Collected data entries:
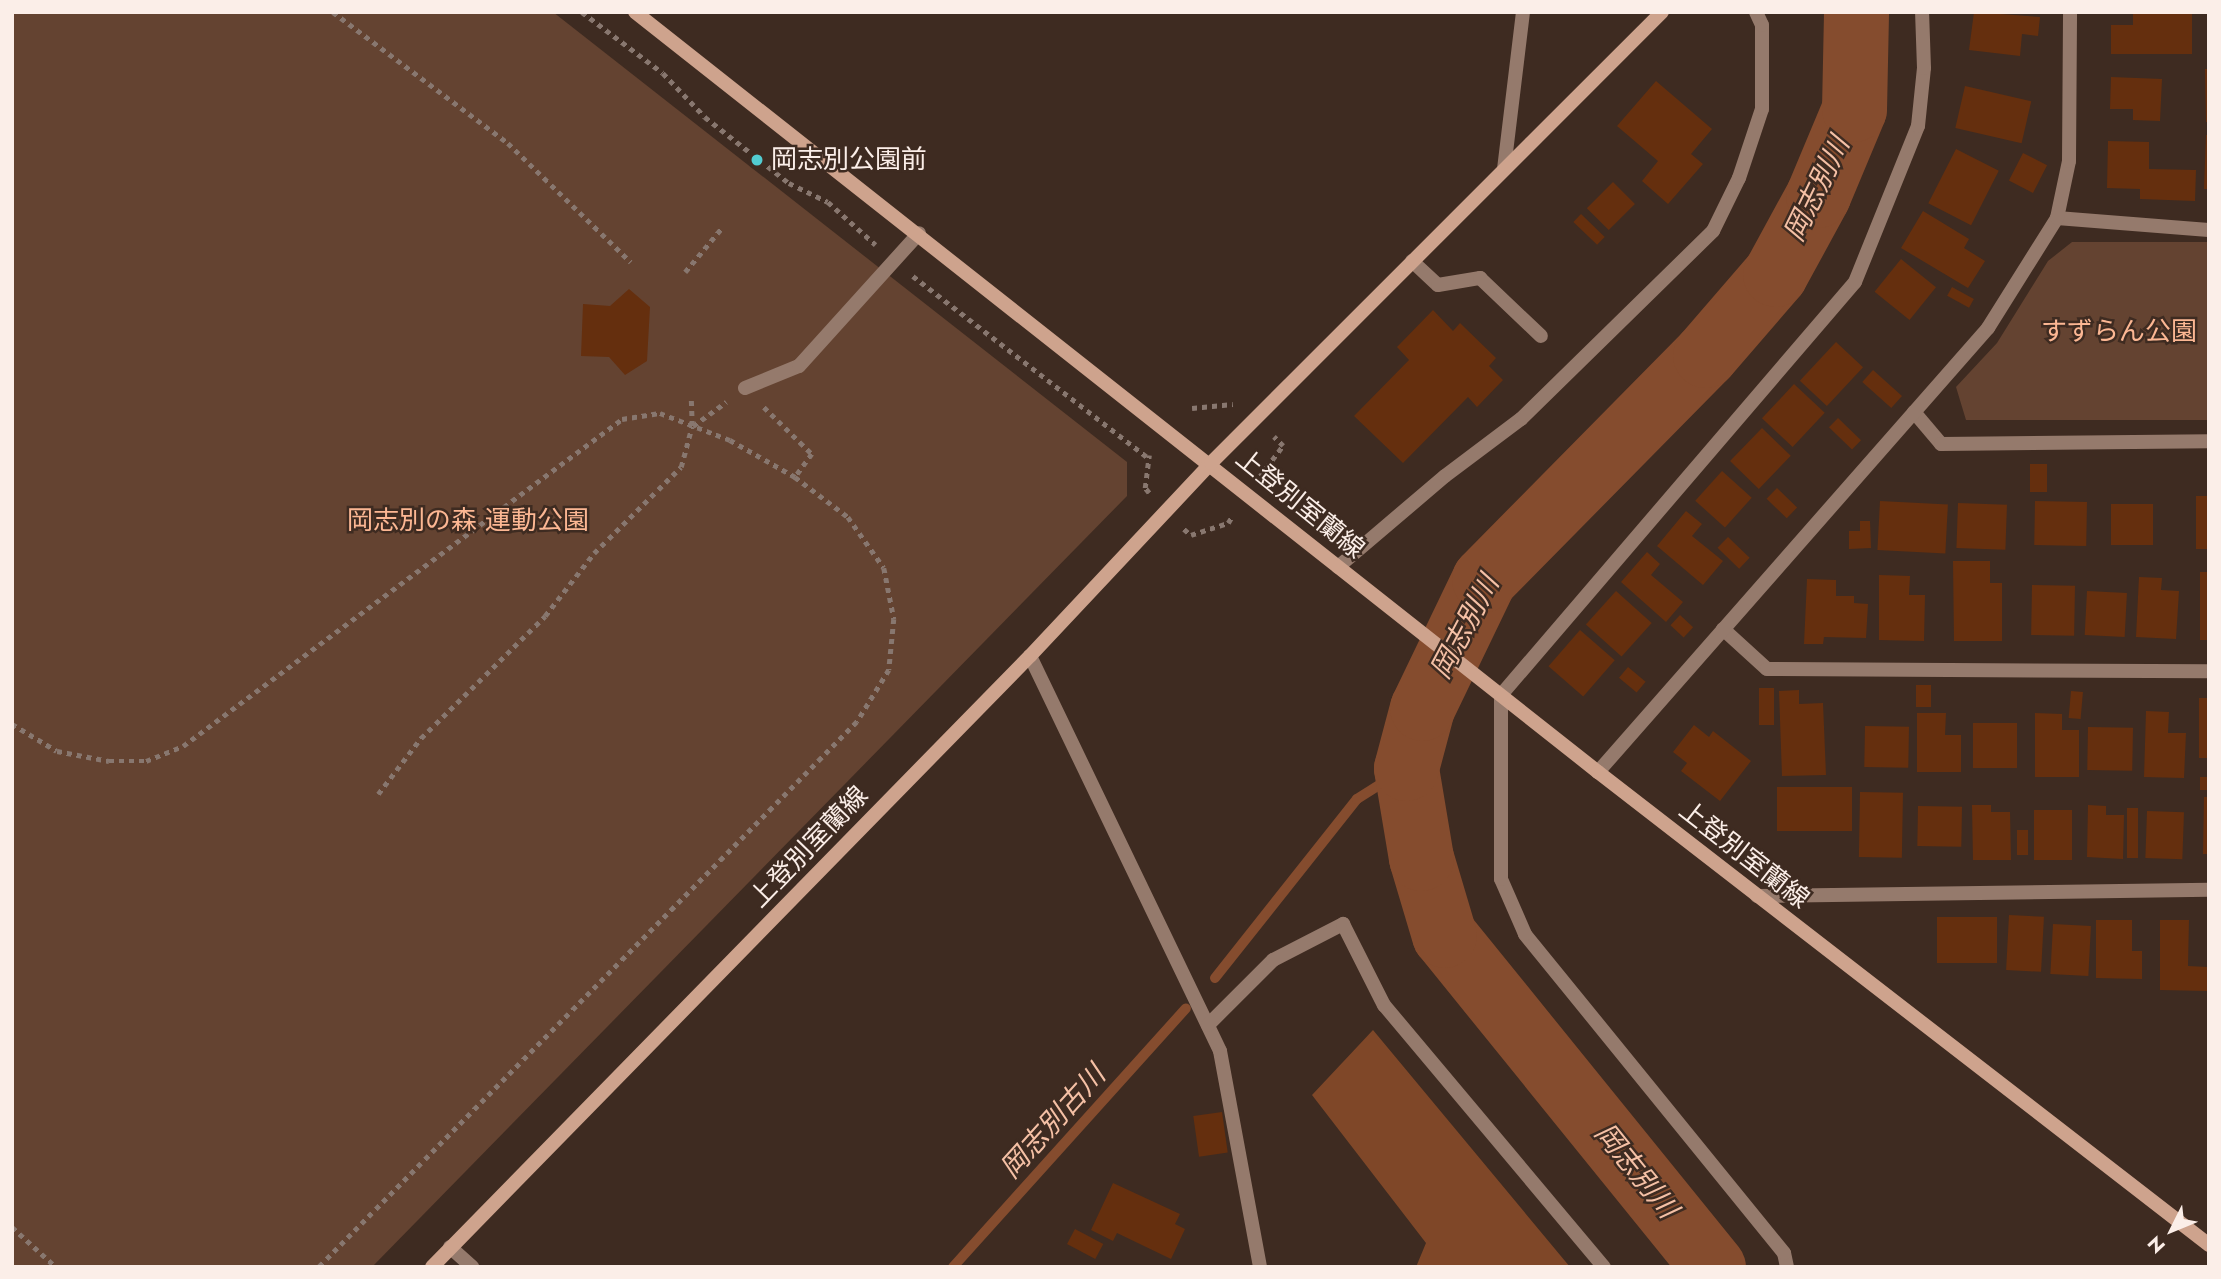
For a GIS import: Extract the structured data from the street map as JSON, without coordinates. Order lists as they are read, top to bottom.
{
  "streets": {
    "main road": ["上登別室蘭線"]
  },
  "water": ["岡志別川", "岡志別古川"],
  "parks": ["すずらん公園", "岡志別の森 運動公園"],
  "places": ["岡志別公園前"],
  "north": "bottom left"
}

Work to be completed. Please reproduce every record exactly as written, excluding the pictures.

Answer to the exercise.
For a GIS import: Extract the structured data from the street map as JSON, without coordinates. Order lists as they are read, top to bottom.
{
  "streets": {
    "main road": ["上登別室蘭線"]
  },
  "water": ["岡志別川", "岡志別古川"],
  "parks": ["すずらん公園", "岡志別の森 運動公園"],
  "places": ["岡志別公園前"],
  "north": "bottom left"
}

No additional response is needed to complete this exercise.